- EXERCISE BRIEF
The response must consist of the lines below from the one with "Annotation task. Transcribe" through the one with "Quick job: Summarize", exactly as they appear and with both ends kept.

- AVAILABLE DATA

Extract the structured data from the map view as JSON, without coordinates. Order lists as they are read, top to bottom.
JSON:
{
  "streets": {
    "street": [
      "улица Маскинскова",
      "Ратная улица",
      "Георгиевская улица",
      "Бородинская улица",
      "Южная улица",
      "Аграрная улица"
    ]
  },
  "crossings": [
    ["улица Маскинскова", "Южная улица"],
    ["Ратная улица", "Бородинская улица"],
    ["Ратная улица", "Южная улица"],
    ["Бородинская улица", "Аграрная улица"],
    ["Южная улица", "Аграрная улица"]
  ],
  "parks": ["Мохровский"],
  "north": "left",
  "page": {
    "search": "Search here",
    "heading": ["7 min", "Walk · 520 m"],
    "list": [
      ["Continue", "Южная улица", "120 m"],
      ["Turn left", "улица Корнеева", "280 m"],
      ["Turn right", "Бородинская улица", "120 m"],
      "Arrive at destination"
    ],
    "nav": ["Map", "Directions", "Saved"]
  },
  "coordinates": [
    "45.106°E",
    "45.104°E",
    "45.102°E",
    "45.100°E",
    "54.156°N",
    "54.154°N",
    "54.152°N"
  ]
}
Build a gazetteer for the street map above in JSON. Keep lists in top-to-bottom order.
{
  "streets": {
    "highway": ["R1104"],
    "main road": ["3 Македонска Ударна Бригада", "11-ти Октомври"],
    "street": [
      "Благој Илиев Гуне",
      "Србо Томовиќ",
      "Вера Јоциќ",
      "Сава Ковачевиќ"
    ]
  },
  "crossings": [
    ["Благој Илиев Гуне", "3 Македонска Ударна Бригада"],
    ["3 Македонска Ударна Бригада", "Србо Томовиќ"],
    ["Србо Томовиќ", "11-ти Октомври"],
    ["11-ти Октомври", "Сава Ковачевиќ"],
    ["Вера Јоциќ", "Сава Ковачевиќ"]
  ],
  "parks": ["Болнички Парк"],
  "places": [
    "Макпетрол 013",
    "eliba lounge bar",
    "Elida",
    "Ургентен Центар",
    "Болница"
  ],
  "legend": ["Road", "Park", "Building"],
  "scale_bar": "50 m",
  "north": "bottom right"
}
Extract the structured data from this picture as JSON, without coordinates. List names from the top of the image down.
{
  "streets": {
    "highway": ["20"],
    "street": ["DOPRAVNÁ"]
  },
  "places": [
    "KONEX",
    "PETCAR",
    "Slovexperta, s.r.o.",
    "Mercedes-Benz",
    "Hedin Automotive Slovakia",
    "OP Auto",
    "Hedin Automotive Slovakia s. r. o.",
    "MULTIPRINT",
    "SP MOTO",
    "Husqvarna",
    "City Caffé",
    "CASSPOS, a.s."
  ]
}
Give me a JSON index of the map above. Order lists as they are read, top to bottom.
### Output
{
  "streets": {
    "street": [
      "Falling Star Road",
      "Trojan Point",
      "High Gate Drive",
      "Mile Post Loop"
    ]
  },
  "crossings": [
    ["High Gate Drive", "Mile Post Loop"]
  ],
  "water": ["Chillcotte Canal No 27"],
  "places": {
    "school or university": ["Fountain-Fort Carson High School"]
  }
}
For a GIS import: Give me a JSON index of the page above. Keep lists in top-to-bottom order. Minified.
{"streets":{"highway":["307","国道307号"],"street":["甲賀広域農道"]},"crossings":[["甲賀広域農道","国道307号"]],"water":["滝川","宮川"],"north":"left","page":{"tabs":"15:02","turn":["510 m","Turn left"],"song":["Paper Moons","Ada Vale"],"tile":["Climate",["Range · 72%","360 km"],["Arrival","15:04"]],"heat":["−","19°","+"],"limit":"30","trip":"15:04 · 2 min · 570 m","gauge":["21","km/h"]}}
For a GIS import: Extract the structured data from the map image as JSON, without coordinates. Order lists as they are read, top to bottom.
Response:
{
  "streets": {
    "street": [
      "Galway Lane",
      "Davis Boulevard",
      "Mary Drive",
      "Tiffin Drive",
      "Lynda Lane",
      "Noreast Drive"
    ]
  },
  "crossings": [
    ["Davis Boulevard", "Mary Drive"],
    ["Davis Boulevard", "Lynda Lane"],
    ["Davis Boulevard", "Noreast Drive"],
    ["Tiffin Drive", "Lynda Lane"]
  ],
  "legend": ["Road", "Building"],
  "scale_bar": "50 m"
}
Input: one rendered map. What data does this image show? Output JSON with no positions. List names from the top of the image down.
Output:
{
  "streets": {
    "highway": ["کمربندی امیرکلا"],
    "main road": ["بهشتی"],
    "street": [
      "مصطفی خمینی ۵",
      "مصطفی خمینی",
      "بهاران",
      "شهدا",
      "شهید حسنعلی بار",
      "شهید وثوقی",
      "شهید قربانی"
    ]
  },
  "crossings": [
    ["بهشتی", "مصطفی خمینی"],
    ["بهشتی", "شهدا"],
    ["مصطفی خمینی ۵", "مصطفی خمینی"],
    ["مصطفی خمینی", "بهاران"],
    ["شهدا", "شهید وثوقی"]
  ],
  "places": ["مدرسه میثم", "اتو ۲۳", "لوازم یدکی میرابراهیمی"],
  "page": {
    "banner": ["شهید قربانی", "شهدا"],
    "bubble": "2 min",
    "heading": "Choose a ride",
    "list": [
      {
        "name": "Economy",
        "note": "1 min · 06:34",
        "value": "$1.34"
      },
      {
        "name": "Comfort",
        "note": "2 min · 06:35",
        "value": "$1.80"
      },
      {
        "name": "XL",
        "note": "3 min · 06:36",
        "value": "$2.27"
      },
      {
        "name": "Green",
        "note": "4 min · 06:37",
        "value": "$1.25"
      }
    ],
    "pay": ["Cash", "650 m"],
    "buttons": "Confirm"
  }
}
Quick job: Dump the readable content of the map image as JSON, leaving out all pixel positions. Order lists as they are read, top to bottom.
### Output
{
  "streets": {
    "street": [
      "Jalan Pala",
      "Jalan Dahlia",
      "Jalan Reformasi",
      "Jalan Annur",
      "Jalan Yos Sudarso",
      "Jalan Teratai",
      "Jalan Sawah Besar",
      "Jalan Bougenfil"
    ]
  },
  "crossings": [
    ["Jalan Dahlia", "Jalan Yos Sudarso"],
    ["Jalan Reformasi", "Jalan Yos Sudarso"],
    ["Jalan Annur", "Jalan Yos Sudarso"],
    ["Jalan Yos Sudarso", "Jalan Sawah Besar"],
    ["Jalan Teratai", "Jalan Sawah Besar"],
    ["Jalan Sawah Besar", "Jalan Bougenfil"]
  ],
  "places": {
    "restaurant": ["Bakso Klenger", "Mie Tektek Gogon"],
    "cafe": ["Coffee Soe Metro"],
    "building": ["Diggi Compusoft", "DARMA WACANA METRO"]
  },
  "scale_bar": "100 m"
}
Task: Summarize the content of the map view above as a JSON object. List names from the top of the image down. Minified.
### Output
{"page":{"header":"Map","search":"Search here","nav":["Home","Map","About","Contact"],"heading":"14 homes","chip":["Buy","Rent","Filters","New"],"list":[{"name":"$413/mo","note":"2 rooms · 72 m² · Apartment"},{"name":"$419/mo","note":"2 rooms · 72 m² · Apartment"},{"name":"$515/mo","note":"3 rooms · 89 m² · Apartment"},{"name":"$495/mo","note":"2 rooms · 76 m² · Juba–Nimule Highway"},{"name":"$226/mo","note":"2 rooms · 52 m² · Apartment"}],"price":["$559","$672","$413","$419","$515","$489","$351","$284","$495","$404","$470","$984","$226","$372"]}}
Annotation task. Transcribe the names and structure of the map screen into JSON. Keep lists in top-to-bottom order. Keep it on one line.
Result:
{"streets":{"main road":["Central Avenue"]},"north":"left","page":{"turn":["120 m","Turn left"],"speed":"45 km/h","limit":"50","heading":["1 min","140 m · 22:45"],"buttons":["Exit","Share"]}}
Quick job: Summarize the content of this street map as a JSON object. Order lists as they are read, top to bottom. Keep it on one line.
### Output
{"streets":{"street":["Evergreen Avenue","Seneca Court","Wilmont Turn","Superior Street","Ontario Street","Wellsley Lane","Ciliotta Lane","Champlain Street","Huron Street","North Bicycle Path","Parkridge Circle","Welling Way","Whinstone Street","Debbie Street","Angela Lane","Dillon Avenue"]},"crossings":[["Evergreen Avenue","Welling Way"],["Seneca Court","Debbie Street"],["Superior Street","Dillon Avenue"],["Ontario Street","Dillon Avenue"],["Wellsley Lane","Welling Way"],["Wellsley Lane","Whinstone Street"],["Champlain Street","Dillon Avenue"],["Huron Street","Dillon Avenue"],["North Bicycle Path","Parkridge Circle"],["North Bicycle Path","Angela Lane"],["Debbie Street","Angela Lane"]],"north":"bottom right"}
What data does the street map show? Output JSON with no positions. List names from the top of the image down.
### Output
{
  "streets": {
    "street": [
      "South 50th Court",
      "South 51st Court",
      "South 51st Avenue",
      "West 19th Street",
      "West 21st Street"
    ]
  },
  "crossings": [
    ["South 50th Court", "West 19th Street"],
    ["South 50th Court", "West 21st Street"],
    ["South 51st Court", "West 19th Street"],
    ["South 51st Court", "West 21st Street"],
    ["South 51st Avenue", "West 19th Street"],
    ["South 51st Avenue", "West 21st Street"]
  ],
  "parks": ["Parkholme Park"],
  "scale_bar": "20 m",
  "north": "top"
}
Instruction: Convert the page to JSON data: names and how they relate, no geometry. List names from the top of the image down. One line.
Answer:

- REPLY TO THE EXERCISE
Annotation task. Transcribe the names and structure of the map screen into JSON. Keep lists in top-to-bottom order. Keep it on one line.
Result:
{"streets":{"main road":["Central Avenue"]},"north":"left","page":{"turn":["120 m","Turn left"],"speed":"45 km/h","limit":"50","heading":["1 min","140 m · 22:45"],"buttons":["Exit","Share"]}}
Quick job: Summarize the content of this street map as a JSON object. Order lists as they are read, top to bottom. Keep it on one line.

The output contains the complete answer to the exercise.